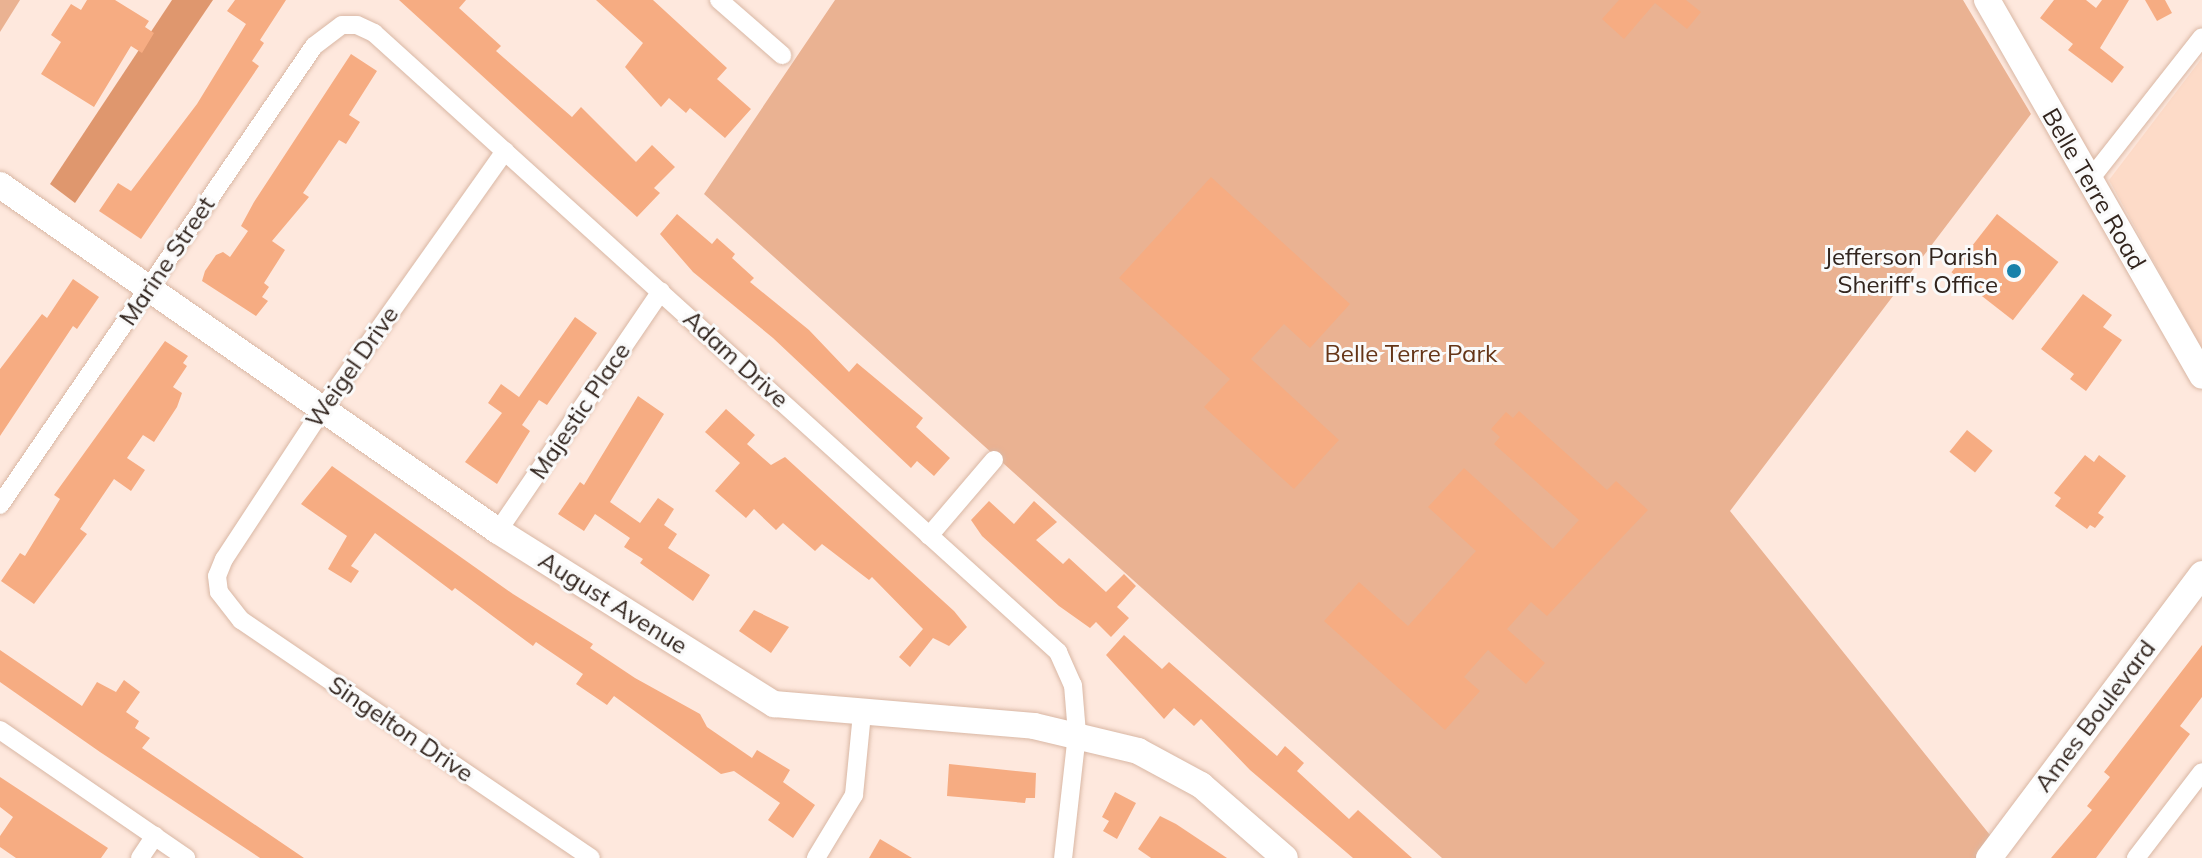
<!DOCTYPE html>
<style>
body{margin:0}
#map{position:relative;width:2202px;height:858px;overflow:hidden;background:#fee8dd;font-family:Mulish,sans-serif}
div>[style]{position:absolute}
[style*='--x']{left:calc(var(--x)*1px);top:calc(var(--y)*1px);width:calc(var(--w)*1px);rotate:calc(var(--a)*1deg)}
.built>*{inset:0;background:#fddbc8}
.green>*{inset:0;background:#eab292}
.forest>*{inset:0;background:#df976e}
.building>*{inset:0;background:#f6ac82;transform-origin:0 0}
.roads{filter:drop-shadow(0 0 2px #d9b7a4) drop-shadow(0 0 2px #d9b7a4)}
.street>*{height:18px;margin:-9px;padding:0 9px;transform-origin:9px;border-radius:9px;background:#fff}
.secondary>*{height:26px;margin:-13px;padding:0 13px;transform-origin:13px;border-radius:13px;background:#fff}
.dots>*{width:22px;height:22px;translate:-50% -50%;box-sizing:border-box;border:4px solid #fafafa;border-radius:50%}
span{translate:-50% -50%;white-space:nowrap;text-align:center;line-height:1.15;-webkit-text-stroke:6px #fafafa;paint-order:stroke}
.street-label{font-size:24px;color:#32251e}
.poi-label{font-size:24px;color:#32251e}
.right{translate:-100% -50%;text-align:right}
.park-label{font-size:24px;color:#653517}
</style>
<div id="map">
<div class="built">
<div style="clip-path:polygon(2202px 58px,2202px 349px,2109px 180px)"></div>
</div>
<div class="green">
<div style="clip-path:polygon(0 0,20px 0,0 32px)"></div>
<div style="clip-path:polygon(835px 0,1963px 0,2031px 114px,1730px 511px,1998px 845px,1987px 858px,1442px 858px,704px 194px)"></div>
</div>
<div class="forest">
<div style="clip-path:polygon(172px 0,213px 0,75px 203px,50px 184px)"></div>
</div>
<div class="building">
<div style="clip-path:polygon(87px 0,115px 0,149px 21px,145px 27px,154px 33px,142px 53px,131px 46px,94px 107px,41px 74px,61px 42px,51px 35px,71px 4px,81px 10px)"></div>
<div style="clip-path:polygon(235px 0,286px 0,260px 40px,264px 43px,252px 61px,259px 66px,141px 239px,99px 211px,118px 183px,131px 191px,197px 104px,246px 24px,227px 11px)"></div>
<div style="clip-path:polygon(399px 0,466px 0,459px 8px,501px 46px,496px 51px,572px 117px,581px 107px,636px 162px,652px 145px,675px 167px,654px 188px,660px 193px,637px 217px)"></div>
<div style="clip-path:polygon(596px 0,653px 0,727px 68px,717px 79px,751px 109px,725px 138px,690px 108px,686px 113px,669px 98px,661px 107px,625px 67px,643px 43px)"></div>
<div style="clip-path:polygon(1619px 0,1686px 0,1701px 12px,1687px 29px,1655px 3px,1624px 39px,1602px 19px)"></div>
<div style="clip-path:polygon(2054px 0,2086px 0,2096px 8px,2102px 0,2129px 0,2100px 48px,2124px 67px,2112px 83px,2068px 50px,2073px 44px,2040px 18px)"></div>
<div style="clip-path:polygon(2145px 0,2165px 0,2172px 13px,2157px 21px)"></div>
<div style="clip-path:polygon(351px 54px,377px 71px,349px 115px,360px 122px,346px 144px,339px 140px,303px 193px,309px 197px,272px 241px,285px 250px,264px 283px,269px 287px,262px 297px,268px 301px,256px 316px,202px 281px,205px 271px,216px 255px,223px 252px,230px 257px,248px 231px,241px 226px,254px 202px)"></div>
<div style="clip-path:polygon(1211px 177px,1350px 304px,1310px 348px,1284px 324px,1251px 359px,1339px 440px,1294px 489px,1204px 407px,1230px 379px,1119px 278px)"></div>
<div style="clip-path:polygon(677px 214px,712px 244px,717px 238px,735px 254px,732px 258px,754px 278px,750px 282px,809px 330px,849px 372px,857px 363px,923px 418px,916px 427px,950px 458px,934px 476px,917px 461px,911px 468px,773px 338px,693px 272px,660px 234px)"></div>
<div style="left:1997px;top:214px;width:78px;height:74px;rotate:38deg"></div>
<div style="clip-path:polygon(73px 279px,99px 297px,77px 329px,73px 326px,0 436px,0 369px,42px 314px,47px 318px)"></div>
<div style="clip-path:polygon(2083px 294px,2112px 315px,2103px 327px,2122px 340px,2086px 391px,2070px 379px,2074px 374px,2041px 349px)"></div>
<div style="clip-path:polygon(575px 317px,597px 333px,547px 405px,539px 400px,522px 425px,530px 431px,497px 484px,465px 462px,502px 413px,488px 403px,501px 384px,519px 397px)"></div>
<div style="clip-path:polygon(165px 341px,188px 356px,183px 363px,187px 366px,173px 387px,182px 393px,177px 407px,154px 442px,143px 435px,127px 458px,145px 470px,131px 491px,114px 479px,80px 529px,87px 534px,34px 604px,1px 581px,20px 553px,25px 556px,60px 499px,54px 495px)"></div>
<div style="clip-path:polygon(638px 396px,664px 414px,610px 502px,640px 523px,658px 498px,674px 509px,664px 525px,677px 534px,668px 548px,710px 575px,693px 601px,640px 563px,643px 559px,624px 547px,630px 538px,595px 514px,584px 531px,558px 514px,580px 482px,584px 485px)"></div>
<div style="clip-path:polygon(726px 409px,755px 435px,747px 444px,771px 465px,785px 457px,954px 611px,967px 627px,949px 646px,933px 638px,910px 667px,899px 657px,923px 629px,872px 577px,869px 580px,822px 544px,815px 551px,783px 523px,776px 530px,754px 509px,746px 518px,715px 491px,740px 463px,705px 432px)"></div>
<div style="clip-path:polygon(1519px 411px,1607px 490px,1616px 481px,1648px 510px,1547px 616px,1531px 602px,1507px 629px,1545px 663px,1526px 684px,1488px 650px,1464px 677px,1480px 691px,1445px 730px,1324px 621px,1359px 582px,1408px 626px,1476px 551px,1428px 507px,1464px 468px,1553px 549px,1579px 520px,1494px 444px,1500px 437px,1491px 429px,1506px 412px,1513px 418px)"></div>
<div style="left:1967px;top:430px;width:33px;height:28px;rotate:39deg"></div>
<div style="clip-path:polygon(2085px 455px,2094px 462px,2099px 455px,2126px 476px,2098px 513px,2104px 517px,2095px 528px,2090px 525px,2087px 529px,2055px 506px,2061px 498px,2054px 493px)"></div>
<div style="clip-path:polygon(332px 466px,513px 594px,593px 644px,590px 648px,635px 678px,700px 714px,707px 727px,752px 758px,757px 750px,790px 770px,783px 782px,815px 805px,793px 838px,768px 820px,780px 803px,734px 771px,721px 774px,614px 696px,607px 705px,576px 684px,583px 674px,536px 642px,533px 646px,455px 588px,452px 591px,375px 533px,351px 566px,359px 571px,351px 583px,328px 569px,347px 536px,301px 504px)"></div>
<div style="clip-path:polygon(989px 501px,1014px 524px,1034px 501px,1057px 522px,1036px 540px,1063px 564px,1069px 558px,1106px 592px,1124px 574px,1136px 586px,1117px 607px,1129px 618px,1111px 637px,1096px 622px,1090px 628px,1059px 606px,982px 536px,971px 520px)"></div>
<div style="clip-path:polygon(754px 610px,789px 627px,771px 653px,739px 631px)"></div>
<div style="clip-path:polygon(1124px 635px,1162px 669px,1169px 662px,1277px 756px,1285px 746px,1304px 763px,1297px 771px,1349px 819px,1358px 810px,1412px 858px,1353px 858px,1250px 770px,1201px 719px,1194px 726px,1174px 708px,1164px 719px,1106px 655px)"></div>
<div style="clip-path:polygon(2202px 645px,2202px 697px,2180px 726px,2190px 734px,2096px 858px,2051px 858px,2092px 810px,2087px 806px,2110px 777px,2104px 772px)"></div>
<div style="clip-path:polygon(0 650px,82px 706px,97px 682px,116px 692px,124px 680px,140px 692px,126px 712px,139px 721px,135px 728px,150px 738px,142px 748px,304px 858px,260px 858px,100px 752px,0 682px)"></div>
<div style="clip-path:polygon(949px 764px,1036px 773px,1035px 798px,1026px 798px,1025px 803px,947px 796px)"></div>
<div style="clip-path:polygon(0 777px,108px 848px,101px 858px,16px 858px,0 847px,0 836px,13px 817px,0 807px)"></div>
<div style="clip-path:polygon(1115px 792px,1136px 803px,1117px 839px,1103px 831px,1109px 821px,1102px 817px)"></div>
<div style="clip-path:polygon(1160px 816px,1176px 824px,1227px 858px,1151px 858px,1138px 849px)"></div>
<div style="clip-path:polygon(880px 839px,912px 858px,869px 858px)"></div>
</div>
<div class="roads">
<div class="street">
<div style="--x:719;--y:0;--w:84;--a:41.1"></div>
<div style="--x:505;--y:151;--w:314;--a:125.3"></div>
<div style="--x:324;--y:407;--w:182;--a:123.3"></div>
<div style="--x:224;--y:559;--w:18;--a:112"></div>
<div style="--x:217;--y:576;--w:16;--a:83"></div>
<div style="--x:219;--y:592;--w:36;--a:52"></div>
<div style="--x:241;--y:620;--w:423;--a:34.2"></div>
<div style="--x:2088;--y:182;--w:184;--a:-51.8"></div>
<div style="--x:0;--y:505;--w:556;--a:-55.62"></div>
<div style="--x:314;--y:46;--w:35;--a:-37"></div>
<div style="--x:342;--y:25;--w:15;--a:0"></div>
<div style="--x:357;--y:25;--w:19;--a:25"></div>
<div style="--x:374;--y:33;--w:923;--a:42.14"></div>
<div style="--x:1058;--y:652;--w:36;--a:66"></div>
<div style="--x:1073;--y:685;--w:49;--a:85.3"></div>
<div style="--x:1077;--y:734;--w:125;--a:96.4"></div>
<div style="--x:498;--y:531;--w:290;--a:-55.8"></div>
<div style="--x:929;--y:536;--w:100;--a:-49.5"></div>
<div style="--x:0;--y:730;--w:226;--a:34.5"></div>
<div style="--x:140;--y:858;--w:27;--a:-56"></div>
<div style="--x:816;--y:858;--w:74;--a:-58.9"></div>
<div style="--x:854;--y:795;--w:82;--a:-84.4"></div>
<div style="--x:2136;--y:858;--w:108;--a:-52.5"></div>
</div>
<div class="secondary">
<div style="--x:1987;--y:0;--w:433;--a:60.2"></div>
<div style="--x:0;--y:185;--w:606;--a:34.79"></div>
<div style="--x:498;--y:531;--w:326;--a:32.1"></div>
<div style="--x:774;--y:704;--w:261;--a:4.8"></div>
<div style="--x:1034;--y:726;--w:107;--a:13.5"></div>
<div style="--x:1138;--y:751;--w:72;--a:28.4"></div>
<div style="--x:1201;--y:785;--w:111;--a:41"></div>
<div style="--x:1989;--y:858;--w:355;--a:-53.1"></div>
</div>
</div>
<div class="dots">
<div style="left:2014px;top:271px;background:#1881aa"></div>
</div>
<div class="street-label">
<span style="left:2094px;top:189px;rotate:60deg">Belle Terre Road</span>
<span style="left:167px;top:261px;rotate:-56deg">Marine Street</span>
<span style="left:736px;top:359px;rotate:42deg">Adam Drive</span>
<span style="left:352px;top:367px;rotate:-55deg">Weigel Drive</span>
<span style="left:580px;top:411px;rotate:-56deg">Majestic Place</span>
<span style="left:613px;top:603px;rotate:32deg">August Avenue</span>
<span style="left:2095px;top:716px;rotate:-53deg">Ames Boulevard</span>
<span style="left:401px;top:729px;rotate:34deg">Singelton Drive</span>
</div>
<div class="poi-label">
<span class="right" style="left:1998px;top:271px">Jefferson Parish<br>Sheriff's Office</span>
</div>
<div class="park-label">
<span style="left:1411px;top:354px">Belle Terre Park</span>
</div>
</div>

◆ **WORK INSTRUCTIONS**
If a line in the data holds the string "position", copy that line.

◆ **TASK RESULT**
#map{position:relative;width:2202px;height:858px;overflow:hidden;background:#fee8dd;font-family:Mulish,sans-serif}
div>[style]{position:absolute}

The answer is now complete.